While production environments should prohibit "Down" scripts to prevent data loss, executing them in development is essential for agility. Tools like JMigrate, Flyway, Liquibase, and MyBatis automate this process.

With JMigrate, a single call to JMigrate.migrate() at application startup handles all pending migrations.

How it works in practice

Let's walkthrough 3 real-world scenarios:

Scenario 1: You want to make a database schema change and need to iterate on the migration script

Suppose you add a last_login column using bigint (for epoch milliseconds). You create 5.sql with the following content:

# --- !Ups
ALTER TABLE "user" ADD COLUMN "last_login" BIGINT;

# --- !Downs
ALTER TABLE "user" DROP COLUMN "last_login";

After running the script, you realize a timestamp type is more appropriate. You then modify 5.sql:

# --- !Ups
ALTER TABLE "user" ADD COLUMN "last_login" TIMESTAMP;

# --- !Downs
ALTER TABLE "user" DROP COLUMN "last_login";

In development, JMigrate detects the modification. It automatically executes the Down script of the previous version (DROP COLUMN) and the Up script of the revised version (ADD COLUMN ... TIMESTAMP), ensuring your local database remains synchronized with your code.

Scenario 2: You are adding a migration script, and your co-worker is also adding one at the same time.

You are adding a new migration script 5.sql because the last previously run migration script is 4.sql.

Your co-worker is adding 5.sql at the same time and has merged his change before you do.

What happens is that there will be a git conflict, and you will have to resolve that before merging by moving your migration script to 6.sql.

In your local development environment, JMigrate will run 5.sql (from your co-worker) and 6.sql (from you) automatically. This automation ensures your local environment remains synchronized, allowing you to continue working without manual database intervention.

Scenario 3: You accidentally modify a past migration script

You accidentally modified 3.sql, which had been previously deployed.

Since forbidding executing the down scripts is set to true, JMigrate will throw an exception and fail the deployment. This is the best possible outcome because you wouldn't want to deploy a mistake.

You will get an alert and are able to revert 3.sql and make a proper fix before attempting another deployment.

Make it more reliable

At scale, the automated migration process reveals a flaw: non-backward-compatible changes cause downtime.

Renaming a column illustrates this risk. If you rename name to full_name, the existing application instances will continue to query the old column name until they are replaced. During this deployment window, the database will throw exceptions, crashing the application.

To avoid this, engineers at companies like Stripe and Google often tolerate "bad" names rather than renaming columns.
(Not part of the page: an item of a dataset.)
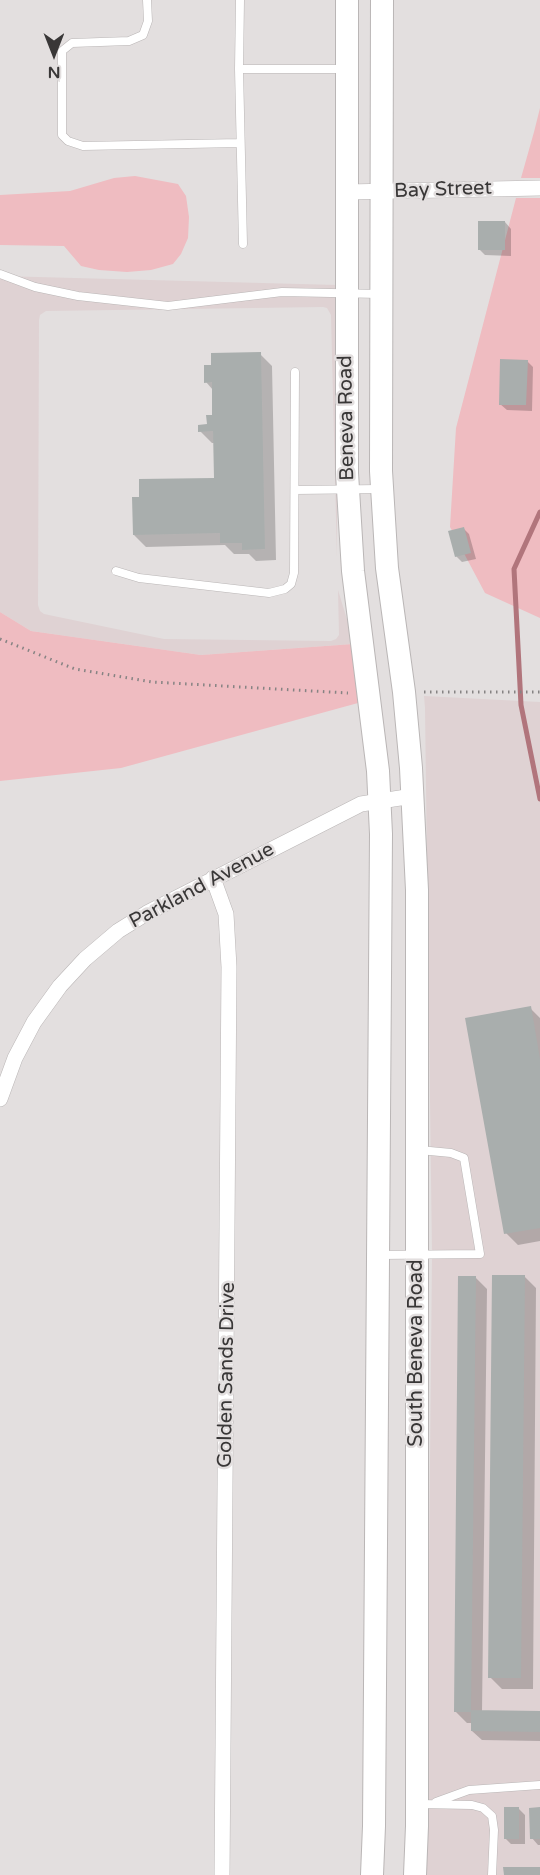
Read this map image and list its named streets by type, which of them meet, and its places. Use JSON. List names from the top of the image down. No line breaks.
{"streets":{"main road":["Beneva Road","South Beneva Road"],"street":["Bay Street","Parkland Avenue","Golden Sands Drive"]},"crossings":[["Bay Street","Beneva Road"],["Beneva Road","Parkland Avenue"],["Beneva Road","South Beneva Road"],["Parkland Avenue","Golden Sands Drive"]],"north":"bottom"}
When a change is unavoidable, use a multi-step deployment to maintain availability:

1. Add the new column and deploy.
2. Dual-write to both the old and new columns and deploy.
3. Backfill data from the old column to the new one.
4. Read from the new column only and deploy.
5. Remove the old column and deploy.

Note that for massive datasets, step three may take days and require specialized data-migration tooling.

JMigrate: a simple database schema migration for Java

I developed JMigrate to provide a simpler, lightweight alternative.

Feature	JMigrate	Alternatives
Simplicity	A single function call handles all migrations.	Often require complex configuration.
Integration	Pure Java; runs within the application.	Frequently require a separate CLI, which platforms like Heroku and Render.com may restrict.
Size	14 KB	800 KB (Flyway) to 3 MB (Liquibase).

JMigrate is ideal for desktop and self-hosted applications where minimal file size and architectural simplicity are paramount. Conversely, large-scale server-side applications—where teams manage their own deployments—typically prioritize extensive feature sets.

Summary

Managing database schema migrations is a fundamental engineering responsibility. While modern libraries automate best practices, engineers must understand the underlying mechanics to resolve exceptional cases, such as migration failures.

Current standards facilitate simultaneous development, rigorous testing, and seamless deployment. Whether you choose either JMigrate, Flyway, Liquibase, or MyBatis, you are now equipped to manage schema changes with confidence.